= Task details =
The data below needs to be returned exactly, line for line.

━━ Given data

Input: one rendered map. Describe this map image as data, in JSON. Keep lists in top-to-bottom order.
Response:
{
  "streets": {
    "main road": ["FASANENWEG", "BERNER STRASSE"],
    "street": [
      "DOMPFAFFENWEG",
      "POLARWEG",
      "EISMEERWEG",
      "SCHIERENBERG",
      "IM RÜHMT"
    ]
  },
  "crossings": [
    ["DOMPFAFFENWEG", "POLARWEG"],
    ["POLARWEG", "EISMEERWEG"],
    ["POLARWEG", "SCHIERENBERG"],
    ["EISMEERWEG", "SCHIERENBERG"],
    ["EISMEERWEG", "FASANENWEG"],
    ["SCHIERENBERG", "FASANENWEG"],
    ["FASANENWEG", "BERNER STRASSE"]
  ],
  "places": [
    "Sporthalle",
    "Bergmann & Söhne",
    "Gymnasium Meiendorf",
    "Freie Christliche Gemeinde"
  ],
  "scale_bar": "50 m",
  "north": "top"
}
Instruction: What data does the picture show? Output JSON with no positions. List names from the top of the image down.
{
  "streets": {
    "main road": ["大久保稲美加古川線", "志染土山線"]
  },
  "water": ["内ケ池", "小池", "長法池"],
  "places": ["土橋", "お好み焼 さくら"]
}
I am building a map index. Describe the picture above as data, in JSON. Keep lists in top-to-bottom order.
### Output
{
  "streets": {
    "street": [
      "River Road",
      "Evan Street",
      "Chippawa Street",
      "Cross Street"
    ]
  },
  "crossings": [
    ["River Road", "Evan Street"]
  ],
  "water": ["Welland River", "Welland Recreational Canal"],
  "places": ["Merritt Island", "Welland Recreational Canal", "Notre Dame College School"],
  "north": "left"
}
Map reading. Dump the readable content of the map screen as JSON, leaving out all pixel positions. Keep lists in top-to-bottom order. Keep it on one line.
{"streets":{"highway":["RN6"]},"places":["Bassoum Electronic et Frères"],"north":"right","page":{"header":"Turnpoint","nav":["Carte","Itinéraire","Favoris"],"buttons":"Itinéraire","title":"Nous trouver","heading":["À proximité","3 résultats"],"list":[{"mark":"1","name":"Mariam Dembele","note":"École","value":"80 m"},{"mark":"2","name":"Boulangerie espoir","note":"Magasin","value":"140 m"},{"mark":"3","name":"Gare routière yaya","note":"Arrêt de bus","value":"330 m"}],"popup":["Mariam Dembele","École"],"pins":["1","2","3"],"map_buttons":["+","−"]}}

━━━━

= Your response =
Input: one rendered map. Describe this map image as data, in JSON. Keep lists in top-to-bottom order.
Response:
{
  "streets": {
    "main road": ["FASANENWEG", "BERNER STRASSE"],
    "street": [
      "DOMPFAFFENWEG",
      "POLARWEG",
      "EISMEERWEG",
      "SCHIERENBERG",
      "IM RÜHMT"
    ]
  },
  "crossings": [
    ["DOMPFAFFENWEG", "POLARWEG"],
    ["POLARWEG", "EISMEERWEG"],
    ["POLARWEG", "SCHIERENBERG"],
    ["EISMEERWEG", "SCHIERENBERG"],
    ["EISMEERWEG", "FASANENWEG"],
    ["SCHIERENBERG", "FASANENWEG"],
    ["FASANENWEG", "BERNER STRASSE"]
  ],
  "places": [
    "Sporthalle",
    "Bergmann & Söhne",
    "Gymnasium Meiendorf",
    "Freie Christliche Gemeinde"
  ],
  "scale_bar": "50 m",
  "north": "top"
}
Instruction: What data does the picture show? Output JSON with no positions. List names from the top of the image down.
{
  "streets": {
    "main road": ["大久保稲美加古川線", "志染土山線"]
  },
  "water": ["内ケ池", "小池", "長法池"],
  "places": ["土橋", "お好み焼 さくら"]
}
I am building a map index. Describe the picture above as data, in JSON. Keep lists in top-to-bottom order.
### Output
{
  "streets": {
    "street": [
      "River Road",
      "Evan Street",
      "Chippawa Street",
      "Cross Street"
    ]
  },
  "crossings": [
    ["River Road", "Evan Street"]
  ],
  "water": ["Welland River", "Welland Recreational Canal"],
  "places": ["Merritt Island", "Welland Recreational Canal", "Notre Dame College School"],
  "north": "left"
}
Map reading. Dump the readable content of the map screen as JSON, leaving out all pixel positions. Keep lists in top-to-bottom order. Keep it on one line.
{"streets":{"highway":["RN6"]},"places":["Bassoum Electronic et Frères"],"north":"right","page":{"header":"Turnpoint","nav":["Carte","Itinéraire","Favoris"],"buttons":"Itinéraire","title":"Nous trouver","heading":["À proximité","3 résultats"],"list":[{"mark":"1","name":"Mariam Dembele","note":"École","value":"80 m"},{"mark":"2","name":"Boulangerie espoir","note":"Magasin","value":"140 m"},{"mark":"3","name":"Gare routière yaya","note":"Arrêt de bus","value":"330 m"}],"popup":["Mariam Dembele","École"],"pins":["1","2","3"],"map_buttons":["+","−"]}}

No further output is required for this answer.